IRB cash in while Kiwis pay

Yesterday the organisers of last year’s Rugby World Cup in New Zealand reported a loss of NZ$ 31.3 million.

It was also reported that the NZRU will cover NZ$10 million of the loss, with the balance coming from the tax payer, i.e. the man in the street. The man who paid top dollar for tickets to the games and splashed out on a few cold beers and a pie before the game …

This after the IRB declared the 2011 Rugby World Cup to be the second most commercially successful edition of all time earlier in the year – In a statement issued from its Dublin headquarters, the IRB said the tournament was on course to achieve a “net surplus of more than NZ$ 176 million!

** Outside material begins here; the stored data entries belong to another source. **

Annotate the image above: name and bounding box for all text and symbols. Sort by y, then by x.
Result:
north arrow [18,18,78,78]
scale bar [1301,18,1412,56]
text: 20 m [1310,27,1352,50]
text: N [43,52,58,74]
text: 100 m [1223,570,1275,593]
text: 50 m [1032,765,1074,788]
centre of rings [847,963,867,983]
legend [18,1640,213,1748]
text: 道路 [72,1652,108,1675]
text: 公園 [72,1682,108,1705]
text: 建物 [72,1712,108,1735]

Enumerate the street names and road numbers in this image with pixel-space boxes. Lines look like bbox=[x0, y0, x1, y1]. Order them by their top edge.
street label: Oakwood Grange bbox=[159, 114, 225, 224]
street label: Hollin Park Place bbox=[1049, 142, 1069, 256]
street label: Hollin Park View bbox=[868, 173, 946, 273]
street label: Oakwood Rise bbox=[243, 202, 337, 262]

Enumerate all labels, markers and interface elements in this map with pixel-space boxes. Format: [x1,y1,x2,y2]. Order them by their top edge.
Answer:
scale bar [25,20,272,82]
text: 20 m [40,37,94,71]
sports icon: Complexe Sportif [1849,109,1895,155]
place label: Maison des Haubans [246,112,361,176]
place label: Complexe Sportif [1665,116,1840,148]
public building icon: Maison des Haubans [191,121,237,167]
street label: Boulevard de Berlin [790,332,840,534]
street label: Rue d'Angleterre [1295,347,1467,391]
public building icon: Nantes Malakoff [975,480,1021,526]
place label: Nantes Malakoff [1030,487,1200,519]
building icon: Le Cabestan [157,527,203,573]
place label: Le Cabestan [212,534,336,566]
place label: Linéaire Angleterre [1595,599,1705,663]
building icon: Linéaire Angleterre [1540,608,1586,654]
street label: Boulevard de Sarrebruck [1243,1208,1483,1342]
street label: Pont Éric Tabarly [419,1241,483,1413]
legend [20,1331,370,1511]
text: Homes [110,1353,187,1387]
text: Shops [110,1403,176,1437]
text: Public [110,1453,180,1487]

Obviously the land of the long white cloud, having welcomed 133 000 visitors to their shores, will continue to benefit economically from successfully hosting the event for years to come. And the huge television audiences and extensive media coverage generated by the tournament will have boosted the country’s international profile. Some suggesting that the event is estimated to have boosted economic activity in New Zealand by more than NZ$ 500 million …

And of course the IRB do a huge amount in the ongoing development of rugby worldwide, with 92% of the global governing body’s profits, coming from the World Cup.

But one can now understand why the NZRU moaned about the financial structure of the tournament at the time. Sure New Zealand benefits from hosting the event, but they are still out of pocket, as is the man in the street. This even though more than 1.35 million fans attended the games, with revenue from ticket sales surpassing NZ$ 268.5 million.

Should the IRB not be picking up the NZ$ 31.3 million tab? Are the IRB heading the way of FIFA, who quite clearly bullied South Africa into spending more money than it needed to in order to host the Soccer World Cup in 2010?

Or perhaps it is for New Zealand to find a way to utilise the money made via tourism to cover the costs?

Author: Tank

Ex WP prop with a fair amount of experience in all things media ...

4 Comments

  1. Nothing new in these world events be it football, athletics or rugby. I am interested to see what comes out of the London Olympics in 2013 when the bean counters have finished their job. They are already ±50% over budget.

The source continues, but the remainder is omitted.